To further reduce the number of molecules with larger than 10 heavy atoms, we selected molecules based on an extended functional group (EFG) library. EFG extends the traditional chemical functional group definition⁸⁸ by including chemical groups formed only by carbon atoms, and hence the whole molecule can be described using EFGs (Figure 1). The generation of extended functional groups has been implemented into a python package (EFGs, https://github.com/HelloJocelynLu/EFGs). We generated an EFG library for our initial Mol20 with frequency percentage cutoff of 0.1 and only kept the Top 10% most frequent EFGs from Mol20. Our EFG library includes 4,520 different EFGs and covers 99.9% of molecules in Mol20. To select diverse molecules, we first divided datasets into several subsets with different number of heavy atoms. Then for each EFG in the EFG library, we ranked molecules containing corresponding EFG using their fragment frequencies and selected the ones with high fragment frequencies until the number of unique molecules meets the selection rate times the original subset size. Here, the selection rates have been predefined to make sure that we would not include too many large molecules that are computational demanding in subsequent QM calculations, and they are gradually decreasing from 10% to 1% for molecules with 11–20 heavy atoms.

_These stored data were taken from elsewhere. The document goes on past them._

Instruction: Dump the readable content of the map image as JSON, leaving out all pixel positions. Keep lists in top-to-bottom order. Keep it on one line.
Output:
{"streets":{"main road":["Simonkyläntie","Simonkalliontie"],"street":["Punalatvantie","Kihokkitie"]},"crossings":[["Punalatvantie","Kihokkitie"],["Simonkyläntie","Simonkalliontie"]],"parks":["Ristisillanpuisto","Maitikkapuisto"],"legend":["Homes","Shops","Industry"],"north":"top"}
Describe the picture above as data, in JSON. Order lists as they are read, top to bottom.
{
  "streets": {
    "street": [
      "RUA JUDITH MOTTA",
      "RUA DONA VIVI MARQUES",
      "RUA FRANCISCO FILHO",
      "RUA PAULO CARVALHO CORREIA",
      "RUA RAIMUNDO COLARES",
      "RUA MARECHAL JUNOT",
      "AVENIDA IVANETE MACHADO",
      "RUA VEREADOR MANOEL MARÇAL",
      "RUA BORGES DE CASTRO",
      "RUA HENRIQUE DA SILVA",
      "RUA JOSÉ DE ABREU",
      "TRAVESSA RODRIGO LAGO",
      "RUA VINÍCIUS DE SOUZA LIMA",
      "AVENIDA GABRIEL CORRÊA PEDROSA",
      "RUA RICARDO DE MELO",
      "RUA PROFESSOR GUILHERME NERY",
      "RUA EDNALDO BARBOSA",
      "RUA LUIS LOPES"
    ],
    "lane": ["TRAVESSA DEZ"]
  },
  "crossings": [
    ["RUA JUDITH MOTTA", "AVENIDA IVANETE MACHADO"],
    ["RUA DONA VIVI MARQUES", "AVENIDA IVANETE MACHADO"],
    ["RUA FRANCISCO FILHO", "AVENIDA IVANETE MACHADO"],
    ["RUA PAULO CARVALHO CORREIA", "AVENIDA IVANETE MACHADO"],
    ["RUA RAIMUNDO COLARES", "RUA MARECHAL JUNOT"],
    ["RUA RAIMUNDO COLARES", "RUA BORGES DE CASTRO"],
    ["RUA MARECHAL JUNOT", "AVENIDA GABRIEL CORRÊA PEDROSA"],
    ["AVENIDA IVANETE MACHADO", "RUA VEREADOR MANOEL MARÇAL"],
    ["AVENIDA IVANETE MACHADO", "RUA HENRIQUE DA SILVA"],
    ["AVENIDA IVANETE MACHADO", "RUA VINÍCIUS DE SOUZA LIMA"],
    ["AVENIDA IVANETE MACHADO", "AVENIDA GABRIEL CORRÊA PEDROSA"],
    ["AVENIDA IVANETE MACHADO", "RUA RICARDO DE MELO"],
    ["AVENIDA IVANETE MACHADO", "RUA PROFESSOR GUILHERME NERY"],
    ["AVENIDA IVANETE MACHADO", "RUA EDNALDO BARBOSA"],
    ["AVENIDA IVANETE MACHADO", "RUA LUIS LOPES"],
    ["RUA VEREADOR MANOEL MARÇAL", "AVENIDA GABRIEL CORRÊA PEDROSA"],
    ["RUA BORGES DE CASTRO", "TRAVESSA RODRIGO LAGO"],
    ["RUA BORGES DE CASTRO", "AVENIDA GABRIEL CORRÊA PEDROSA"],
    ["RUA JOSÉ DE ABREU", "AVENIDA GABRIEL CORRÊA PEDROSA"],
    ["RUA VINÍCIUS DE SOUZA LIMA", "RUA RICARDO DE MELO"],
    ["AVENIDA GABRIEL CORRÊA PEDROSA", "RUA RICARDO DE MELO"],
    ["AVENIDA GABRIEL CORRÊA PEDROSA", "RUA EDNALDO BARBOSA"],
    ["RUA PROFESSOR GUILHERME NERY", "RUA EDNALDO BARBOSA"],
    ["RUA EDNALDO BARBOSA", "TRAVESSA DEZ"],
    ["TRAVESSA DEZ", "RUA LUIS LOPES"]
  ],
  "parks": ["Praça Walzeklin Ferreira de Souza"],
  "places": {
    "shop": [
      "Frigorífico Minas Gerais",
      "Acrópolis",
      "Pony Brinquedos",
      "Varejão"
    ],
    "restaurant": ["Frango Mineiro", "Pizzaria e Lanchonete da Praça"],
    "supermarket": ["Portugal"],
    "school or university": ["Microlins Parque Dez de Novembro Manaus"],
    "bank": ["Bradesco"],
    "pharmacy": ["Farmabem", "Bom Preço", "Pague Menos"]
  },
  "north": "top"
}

1D to 3D labelling: Geometry Generation

As shown in Figure 2, the first step in 1D to 3D labeling pipeline is to generate 3D geometry for each molecule since the original data only provides 1D SMILES. Here, we randomly generated 1 conformation for each molecule using ETKDG method from RDKit.^77–78 Molecules that failed in the conformation generation process were excluded.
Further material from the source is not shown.